A time series can be defined as a time-ordered sequence of values provided by a source. In most cases, these values are taken at consecutive points in time. In statistics, the time series phenomenon is usually addressed from the theory of stochastic processes [8].

Traditionally, time series forecasting has been tackled with statistical methods, being the autoregressive integrated moving average (ARIMA) [3] among the most widely used techniques. Notwithstanding, machine learning (ML) algorithms [15] have been also used to predict these temporal future values in late years, even outperforming statistical methods in many cases. To carry out time series forecasting with ML, the first step is to transform the linear sequence of data into patterns/instances that conform a typical ML dataset. However, this step entails a lack in most ML software packages because they do not provide methods to accomplish this data adaptation task. Other typical data transformation actions used with statistical tools, such as de-trending, de-seasonalization or variance homogenization, have demonstrated their efficacy even with ML methods, but they are not available either in existing R packages for ML methods.
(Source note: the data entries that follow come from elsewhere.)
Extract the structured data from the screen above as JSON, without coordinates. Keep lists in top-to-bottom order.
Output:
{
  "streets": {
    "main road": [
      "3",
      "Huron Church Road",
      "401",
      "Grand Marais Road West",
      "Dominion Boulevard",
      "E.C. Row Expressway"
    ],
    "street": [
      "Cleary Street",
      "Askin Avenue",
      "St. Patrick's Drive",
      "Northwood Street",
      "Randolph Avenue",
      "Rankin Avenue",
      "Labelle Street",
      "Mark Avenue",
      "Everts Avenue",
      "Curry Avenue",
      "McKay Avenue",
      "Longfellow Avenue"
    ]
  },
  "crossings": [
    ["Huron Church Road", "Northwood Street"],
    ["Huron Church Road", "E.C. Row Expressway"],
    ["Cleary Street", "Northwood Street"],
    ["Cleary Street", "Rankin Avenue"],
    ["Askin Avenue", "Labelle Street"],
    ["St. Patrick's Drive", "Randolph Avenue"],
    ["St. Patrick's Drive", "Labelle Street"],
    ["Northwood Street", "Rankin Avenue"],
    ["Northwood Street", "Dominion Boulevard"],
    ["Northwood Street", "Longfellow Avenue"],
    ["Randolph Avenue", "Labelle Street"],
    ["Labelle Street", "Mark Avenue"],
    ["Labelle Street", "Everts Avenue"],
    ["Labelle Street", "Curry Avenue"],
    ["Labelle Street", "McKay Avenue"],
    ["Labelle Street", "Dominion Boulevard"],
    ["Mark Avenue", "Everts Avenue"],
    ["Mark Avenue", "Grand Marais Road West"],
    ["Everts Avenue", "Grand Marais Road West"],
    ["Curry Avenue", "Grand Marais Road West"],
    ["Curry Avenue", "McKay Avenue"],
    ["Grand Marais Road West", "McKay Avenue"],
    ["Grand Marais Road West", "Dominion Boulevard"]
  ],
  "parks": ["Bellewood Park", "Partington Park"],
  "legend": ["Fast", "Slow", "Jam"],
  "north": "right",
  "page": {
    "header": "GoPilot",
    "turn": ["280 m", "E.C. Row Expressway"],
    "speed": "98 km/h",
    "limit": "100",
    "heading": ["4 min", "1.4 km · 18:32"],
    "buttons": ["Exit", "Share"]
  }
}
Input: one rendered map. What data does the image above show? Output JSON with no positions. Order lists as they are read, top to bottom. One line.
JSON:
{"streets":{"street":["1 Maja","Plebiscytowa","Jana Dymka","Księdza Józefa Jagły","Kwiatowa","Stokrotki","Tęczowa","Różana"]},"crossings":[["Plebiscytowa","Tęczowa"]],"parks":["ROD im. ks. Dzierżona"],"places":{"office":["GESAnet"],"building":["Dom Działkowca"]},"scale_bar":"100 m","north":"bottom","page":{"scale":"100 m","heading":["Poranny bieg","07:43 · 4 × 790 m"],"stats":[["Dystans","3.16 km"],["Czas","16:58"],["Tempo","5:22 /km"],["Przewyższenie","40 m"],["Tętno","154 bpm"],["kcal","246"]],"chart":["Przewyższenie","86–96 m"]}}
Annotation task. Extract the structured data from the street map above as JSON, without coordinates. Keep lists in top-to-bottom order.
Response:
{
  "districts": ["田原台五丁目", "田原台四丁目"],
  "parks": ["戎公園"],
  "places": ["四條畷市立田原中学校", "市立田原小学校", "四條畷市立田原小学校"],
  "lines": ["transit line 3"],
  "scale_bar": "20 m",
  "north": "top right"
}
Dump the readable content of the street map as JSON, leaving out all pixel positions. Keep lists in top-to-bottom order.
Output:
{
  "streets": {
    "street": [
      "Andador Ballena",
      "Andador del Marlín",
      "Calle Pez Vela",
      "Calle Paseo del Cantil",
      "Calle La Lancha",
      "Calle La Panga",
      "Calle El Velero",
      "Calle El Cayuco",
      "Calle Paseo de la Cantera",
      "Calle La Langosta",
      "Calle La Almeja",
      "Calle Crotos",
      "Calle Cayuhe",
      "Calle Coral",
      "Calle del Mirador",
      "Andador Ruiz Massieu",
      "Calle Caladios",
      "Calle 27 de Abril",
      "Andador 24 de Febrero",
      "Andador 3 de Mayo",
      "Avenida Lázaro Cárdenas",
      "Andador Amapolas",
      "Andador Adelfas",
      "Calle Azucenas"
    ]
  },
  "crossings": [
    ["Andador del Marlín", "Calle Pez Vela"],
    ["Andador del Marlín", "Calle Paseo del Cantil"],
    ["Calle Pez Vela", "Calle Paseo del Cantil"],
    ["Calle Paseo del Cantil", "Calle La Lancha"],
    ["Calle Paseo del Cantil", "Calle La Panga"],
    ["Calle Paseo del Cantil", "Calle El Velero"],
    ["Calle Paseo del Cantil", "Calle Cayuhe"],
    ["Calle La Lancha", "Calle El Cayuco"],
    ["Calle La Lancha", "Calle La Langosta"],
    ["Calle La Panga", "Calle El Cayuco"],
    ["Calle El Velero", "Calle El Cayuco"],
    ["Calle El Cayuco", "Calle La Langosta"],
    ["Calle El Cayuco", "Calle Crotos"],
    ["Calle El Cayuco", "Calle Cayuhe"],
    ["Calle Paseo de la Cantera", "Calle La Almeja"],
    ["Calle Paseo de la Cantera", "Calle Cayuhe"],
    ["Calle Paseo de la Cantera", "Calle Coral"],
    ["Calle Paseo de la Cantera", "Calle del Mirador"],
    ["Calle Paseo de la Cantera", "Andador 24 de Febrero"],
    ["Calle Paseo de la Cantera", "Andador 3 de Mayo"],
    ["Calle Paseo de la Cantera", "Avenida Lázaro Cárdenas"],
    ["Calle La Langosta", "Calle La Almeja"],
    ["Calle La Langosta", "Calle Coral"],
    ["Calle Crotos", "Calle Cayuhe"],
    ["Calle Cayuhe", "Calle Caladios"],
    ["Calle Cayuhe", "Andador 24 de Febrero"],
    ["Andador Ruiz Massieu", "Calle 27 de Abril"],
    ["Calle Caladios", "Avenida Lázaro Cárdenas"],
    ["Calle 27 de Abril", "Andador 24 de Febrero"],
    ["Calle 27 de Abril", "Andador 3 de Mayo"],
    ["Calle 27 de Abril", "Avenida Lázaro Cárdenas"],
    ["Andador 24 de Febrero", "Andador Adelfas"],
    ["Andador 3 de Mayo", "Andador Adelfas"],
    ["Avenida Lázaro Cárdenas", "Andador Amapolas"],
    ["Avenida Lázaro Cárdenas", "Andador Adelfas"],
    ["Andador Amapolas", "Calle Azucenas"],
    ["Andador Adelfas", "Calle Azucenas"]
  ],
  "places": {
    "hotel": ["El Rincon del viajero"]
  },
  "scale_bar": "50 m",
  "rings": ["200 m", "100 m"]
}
To fill these gaps, and in order to unify and ease time series forecasting specially with ML methods, we have developed predtoolsTS. This is an R package that provides a set of utilities covering all the steps involved in the prediction of new values from temporal data. The main contributions in predtoolsTS can be summarized as follows:

  • It provides the methods needed to transform temporal data in order to apply ML methods to time series forecasting. This includes a preprocessing step at the beginning and a postprocessing one at the end. This functionality was not available until now for R users, so predtoolsTS fills an existing gap.

  • Acting as a wrapper around several other R packages, predtoolsTS provides the practitioner with a fully automatic pipeline for performing time series forecasting. It is an easier way that carrying out each step manually, since the user has not the need to know the details of each package. Custom method implementations to fill the functionality gaps in these packages are also provided.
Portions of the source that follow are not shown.